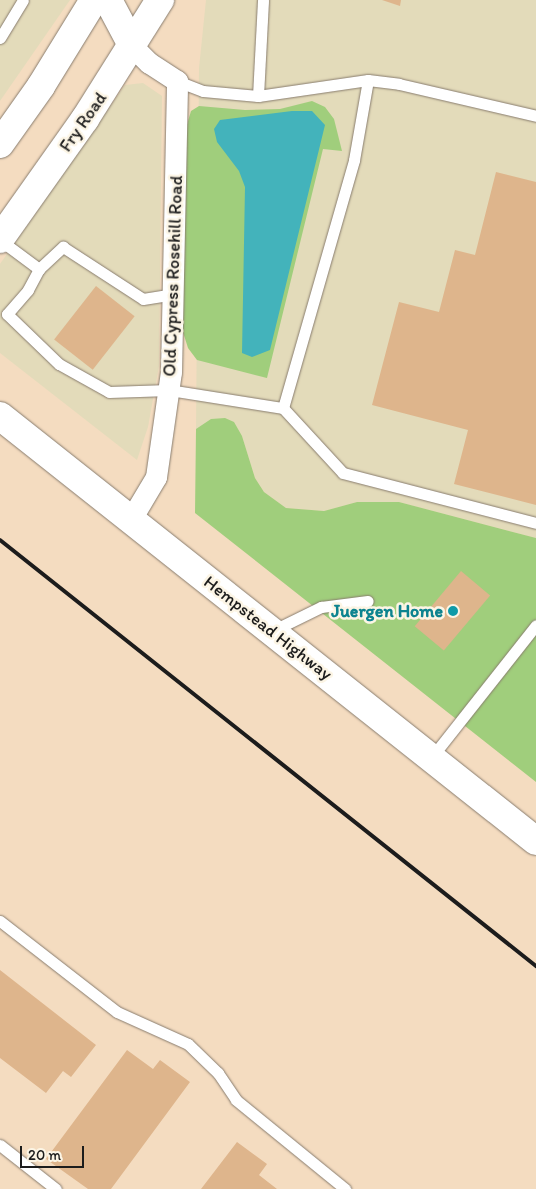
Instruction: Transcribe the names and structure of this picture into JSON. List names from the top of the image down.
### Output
{
  "streets": {
    "street": ["Fry Road", "Old Cypress Rosehill Road", "Hempstead Highway"]
  },
  "crossings": [
    ["Old Cypress Rosehill Road", "Hempstead Highway"]
  ],
  "places": ["Juergen Home"],
  "scale_bar": "20 m"
}
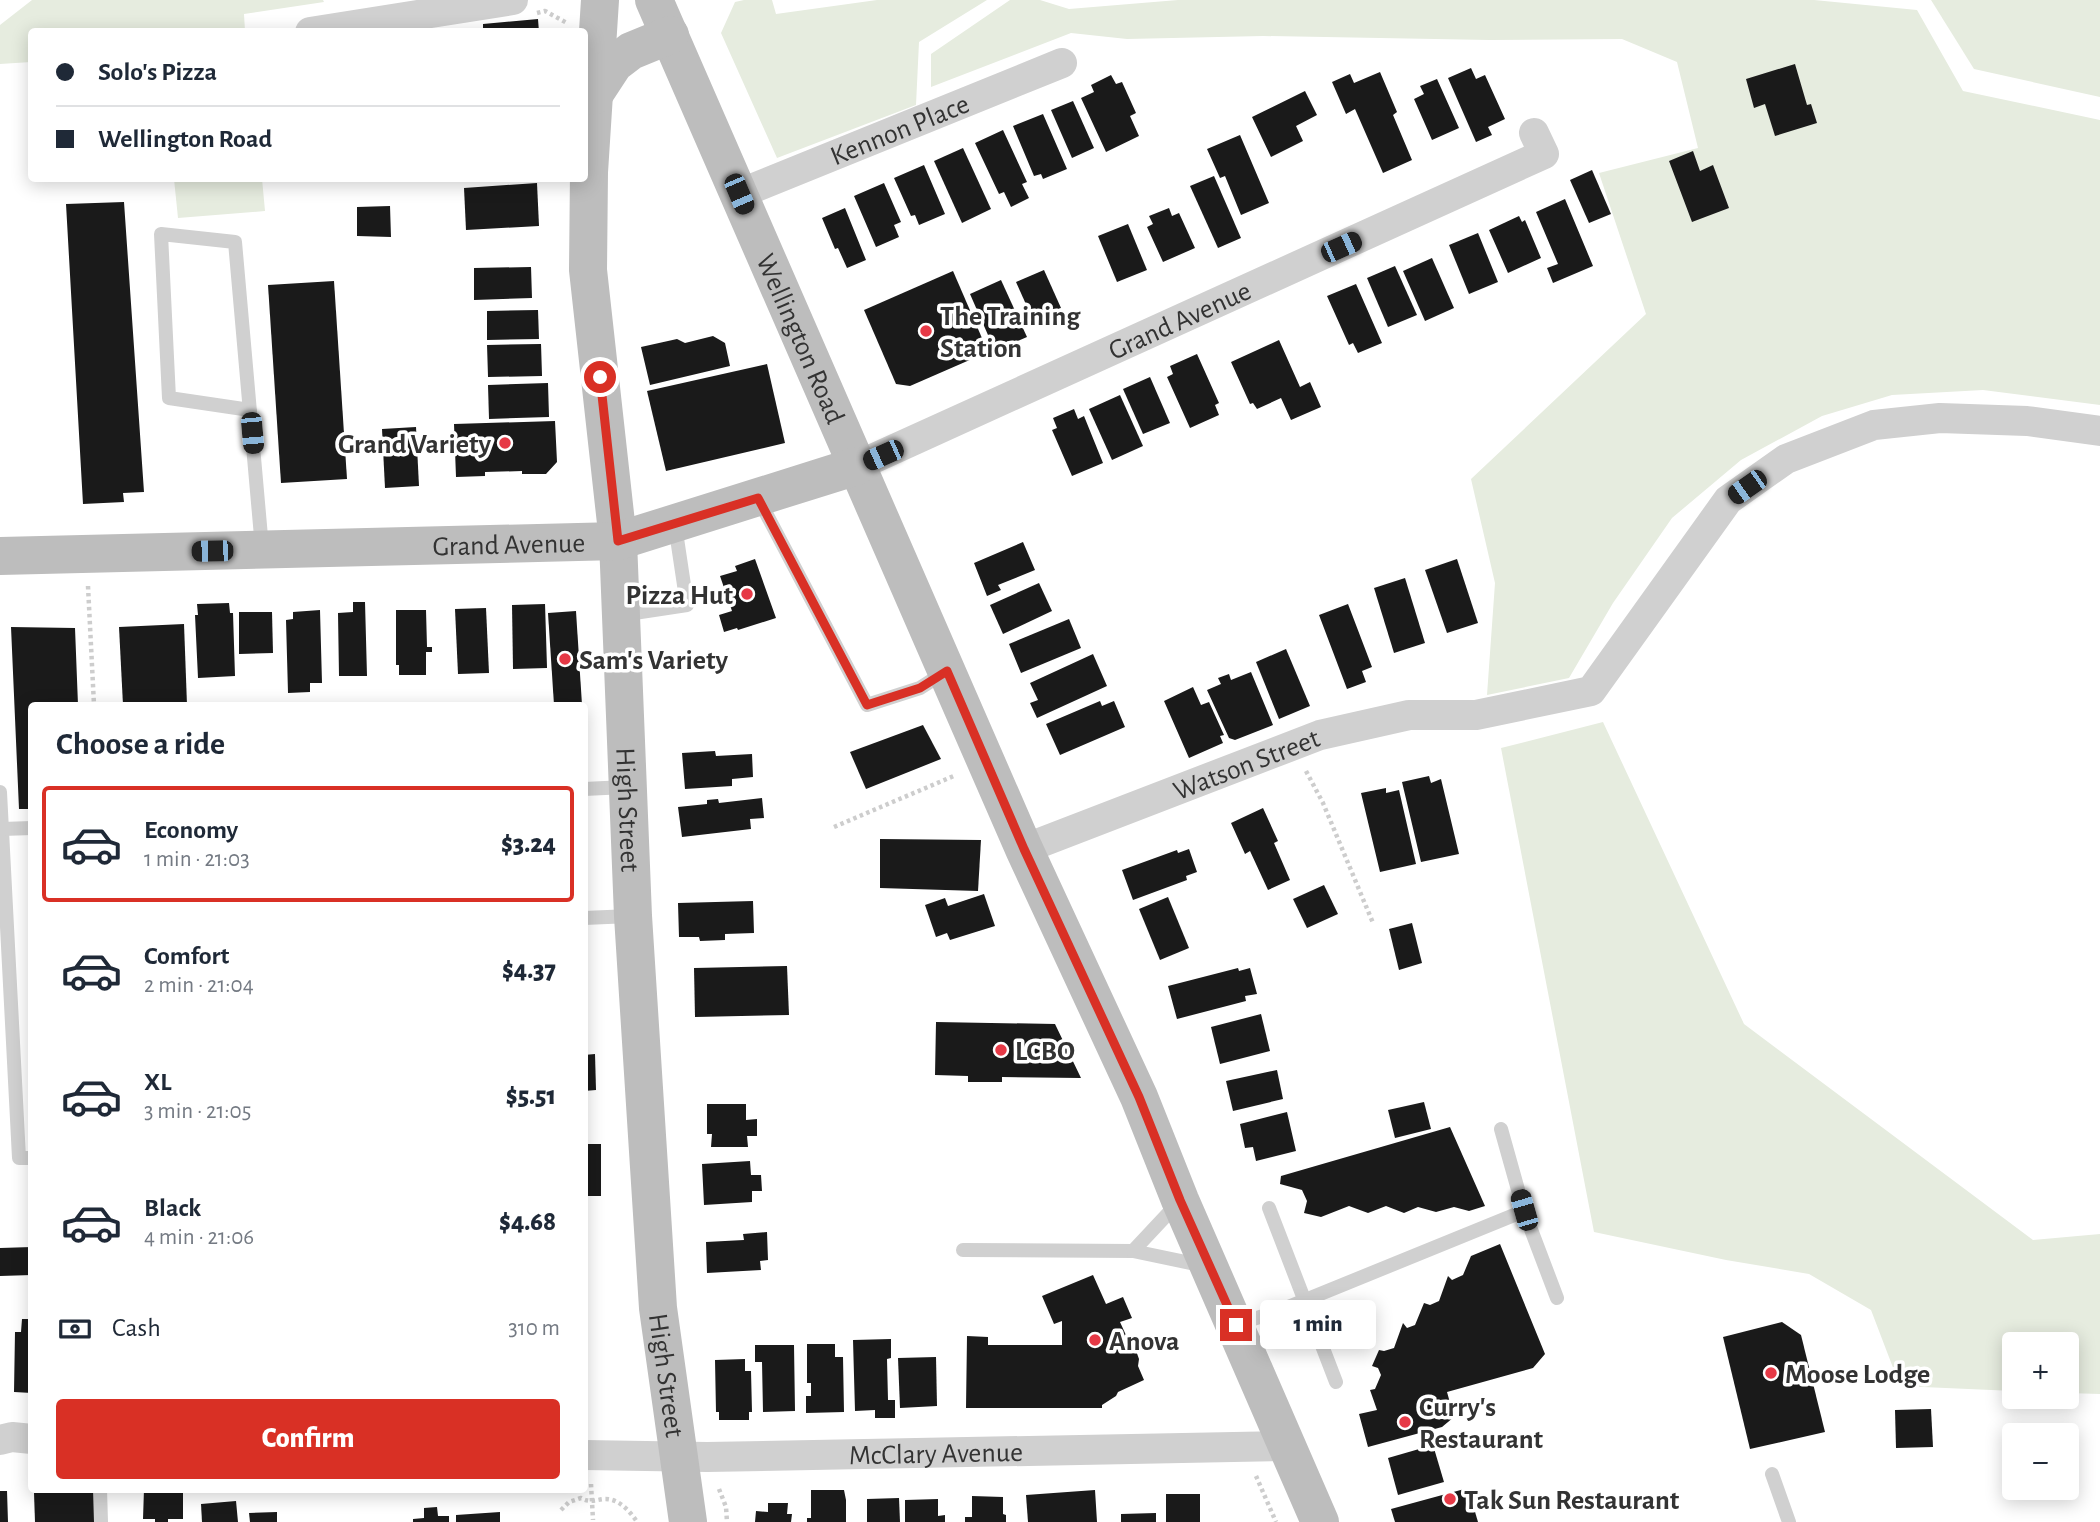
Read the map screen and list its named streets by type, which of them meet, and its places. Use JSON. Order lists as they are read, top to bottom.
{
  "streets": {
    "street": [
      "Kennon Place",
      "Grand Avenue",
      "Wellington Road",
      "Watson Street",
      "High Street",
      "McClary Avenue"
    ]
  },
  "crossings": [
    ["Kennon Place", "Wellington Road"],
    ["Grand Avenue", "Wellington Road"],
    ["Grand Avenue", "High Street"],
    ["Wellington Road", "Watson Street"],
    ["Wellington Road", "McClary Avenue"],
    ["High Street", "McClary Avenue"]
  ],
  "places": [
    "The Training Station",
    "Grand Variety",
    "Pizza Hut",
    "Sam's Variety",
    "LCBO",
    "Anova",
    "Moose Lodge",
    "Curry's Restaurant",
    "Tak Sun Restaurant"
  ],
  "page": {
    "banner": ["Solo's Pizza", "Wellington Road"],
    "heading": "Choose a ride",
    "list": [
      {
        "name": "Economy",
        "note": "1 min · 21:03",
        "value": "$3.24"
      },
      {
        "name": "Comfort",
        "note": "2 min · 21:04",
        "value": "$4.37"
      },
      {
        "name": "XL",
        "note": "3 min · 21:05",
        "value": "$5.51"
      },
      {
        "name": "Black",
        "note": "4 min · 21:06",
        "value": "$4.68"
      }
    ],
    "pay": ["Cash", "310 m"],
    "bubble": "1 min",
    "map_buttons": ["+", "−"],
    "buttons": "Confirm"
  }
}
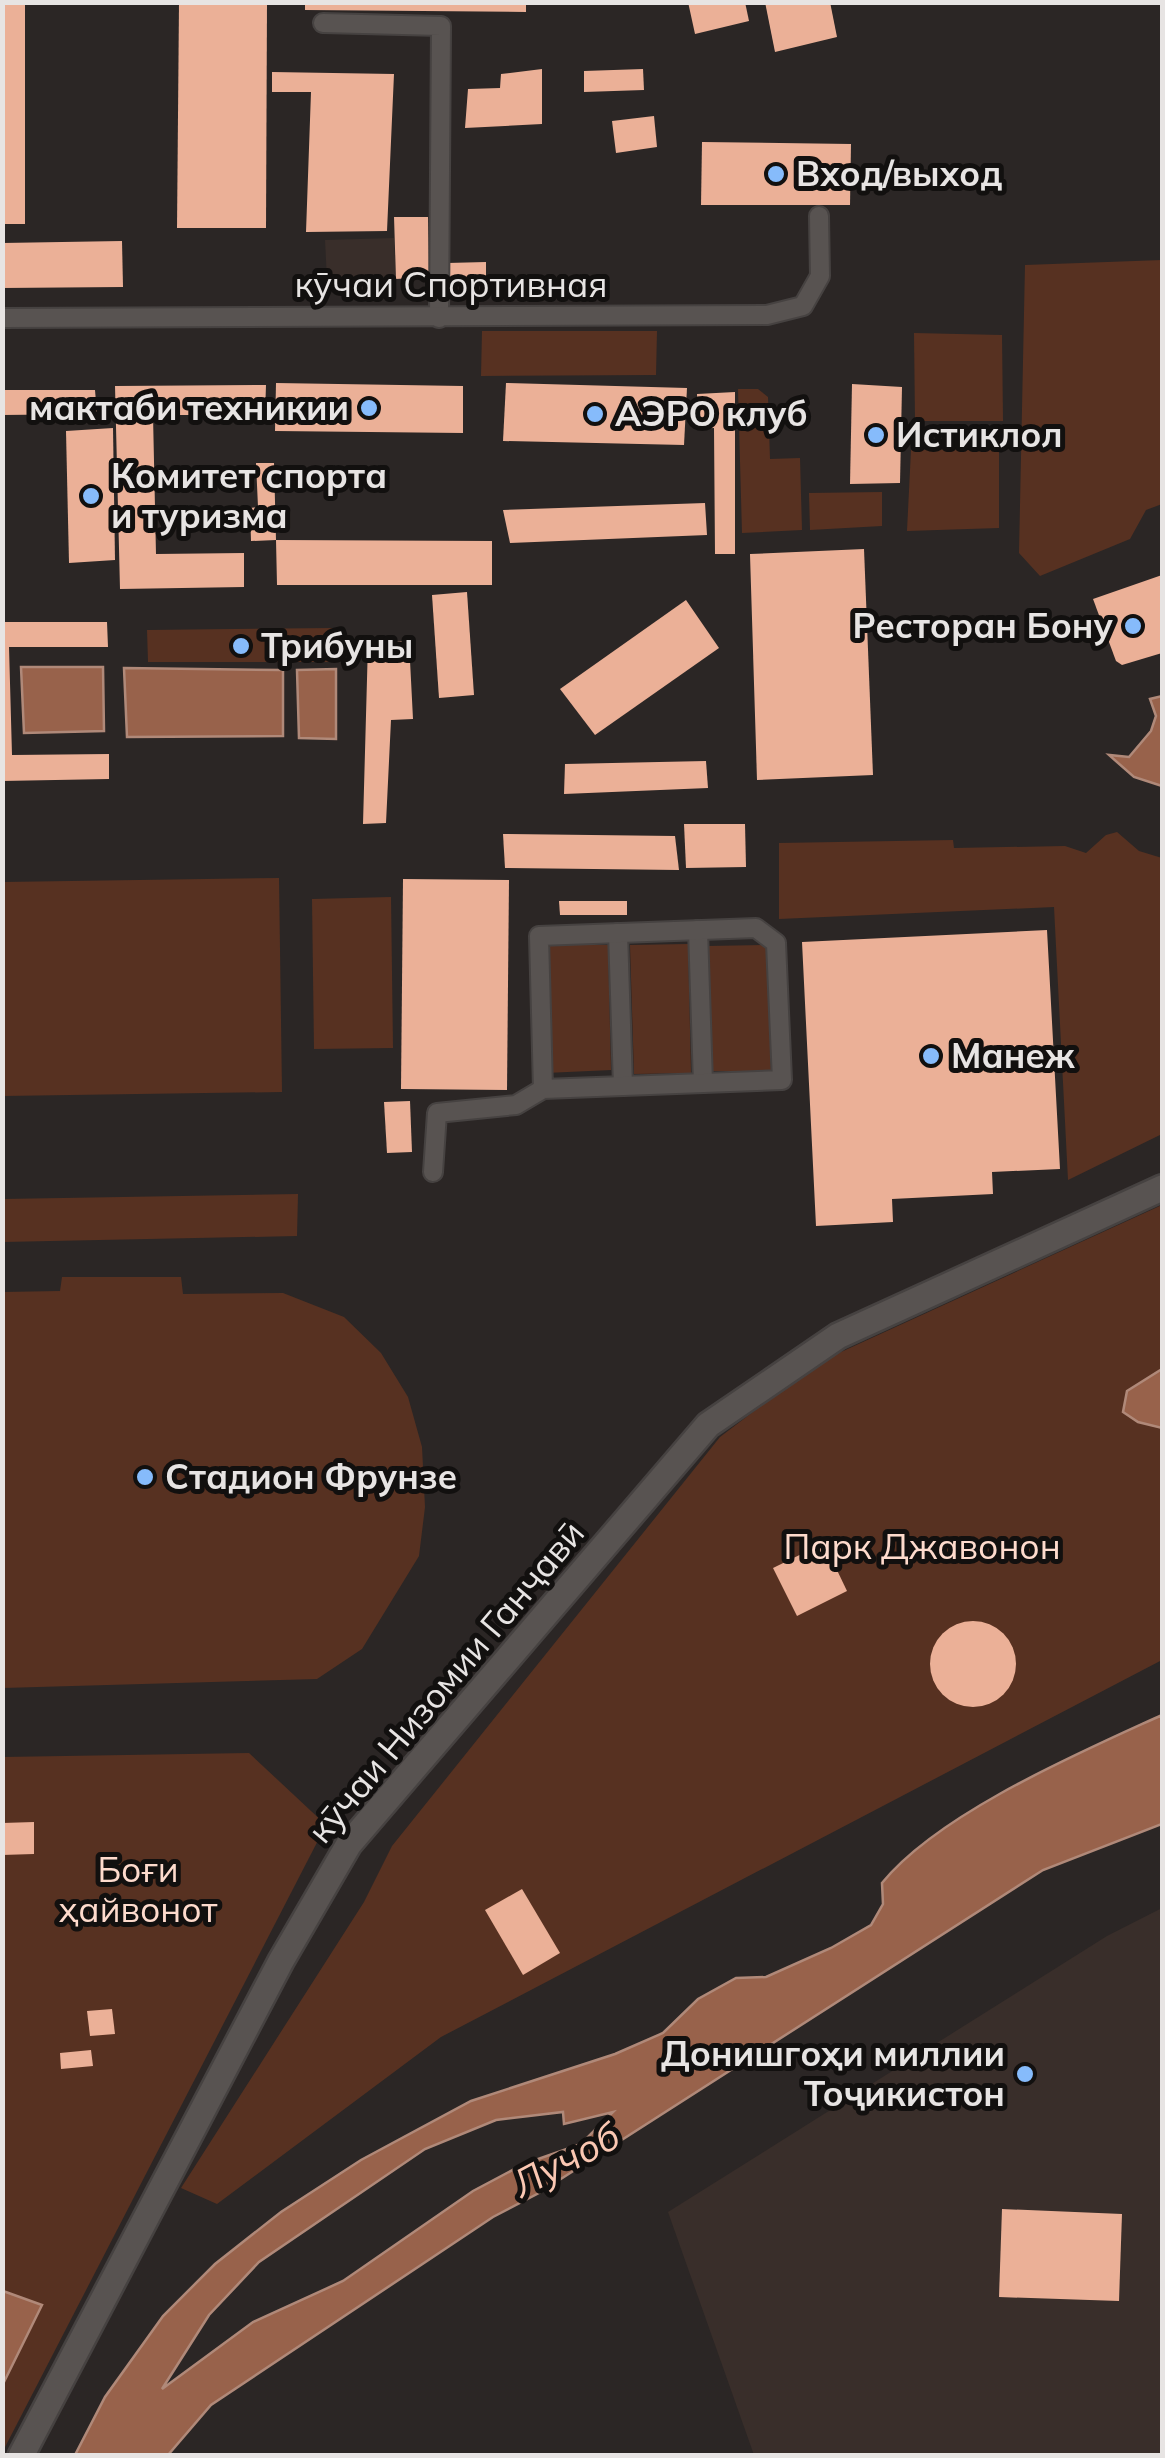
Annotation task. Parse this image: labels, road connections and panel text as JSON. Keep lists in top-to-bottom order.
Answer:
{
  "streets": {
    "street": ["кӯчаи Спортивная", "кӯчаи Низомии Ганҷавӣ"]
  },
  "water": ["Лучоб"],
  "parks": ["Парк Джавонон", "Боғи ҳайвонот"],
  "places": [
    "Вход/выход",
    "мактаби техникии",
    "АЭРО клуб",
    "Истиклол",
    "Комитет спорта и туризма",
    "Ресторан Бону",
    "Трибуны",
    "Манеж",
    "Стадион Фрунзе",
    "Донишгоҳи миллии Тоҷикистон"
  ]
}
----------
[Assignment]: Would you transcribe all of the data exactly, omitting any pictures?

[Task solution]:
Instruction: Transcribe the names and structure of this picture into JSON. List names from the top of the image down.
### Output
{
  "streets": {
    "street": ["Fry Road", "Old Cypress Rosehill Road", "Hempstead Highway"]
  },
  "crossings": [
    ["Old Cypress Rosehill Road", "Hempstead Highway"]
  ],
  "places": ["Juergen Home"],
  "scale_bar": "20 m"
}
Read the map screen and list its named streets by type, which of them meet, and its places. Use JSON. Order lists as they are read, top to bottom.
{
  "streets": {
    "street": [
      "Kennon Place",
      "Grand Avenue",
      "Wellington Road",
      "Watson Street",
      "High Street",
      "McClary Avenue"
    ]
  },
  "crossings": [
    ["Kennon Place", "Wellington Road"],
    ["Grand Avenue", "Wellington Road"],
    ["Grand Avenue", "High Street"],
    ["Wellington Road", "Watson Street"],
    ["Wellington Road", "McClary Avenue"],
    ["High Street", "McClary Avenue"]
  ],
  "places": [
    "The Training Station",
    "Grand Variety",
    "Pizza Hut",
    "Sam's Variety",
    "LCBO",
    "Anova",
    "Moose Lodge",
    "Curry's Restaurant",
    "Tak Sun Restaurant"
  ],
  "page": {
    "banner": ["Solo's Pizza", "Wellington Road"],
    "heading": "Choose a ride",
    "list": [
      {
        "name": "Economy",
        "note": "1 min · 21:03",
        "value": "$3.24"
      },
      {
        "name": "Comfort",
        "note": "2 min · 21:04",
        "value": "$4.37"
      },
      {
        "name": "XL",
        "note": "3 min · 21:05",
        "value": "$5.51"
      },
      {
        "name": "Black",
        "note": "4 min · 21:06",
        "value": "$4.68"
      }
    ],
    "pay": ["Cash", "310 m"],
    "bubble": "1 min",
    "map_buttons": ["+", "−"],
    "buttons": "Confirm"
  }
}
Annotation task. Parse this image: labels, road connections and panel text as JSON. Keep lists in top-to-bottom order.
Answer:
{
  "streets": {
    "street": ["кӯчаи Спортивная", "кӯчаи Низомии Ганҷавӣ"]
  },
  "water": ["Лучоб"],
  "parks": ["Парк Джавонон", "Боғи ҳайвонот"],
  "places": [
    "Вход/выход",
    "мактаби техникии",
    "АЭРО клуб",
    "Истиклол",
    "Комитет спорта и туризма",
    "Ресторан Бону",
    "Трибуны",
    "Манеж",
    "Стадион Фрунзе",
    "Донишгоҳи миллии Тоҷикистон"
  ]
}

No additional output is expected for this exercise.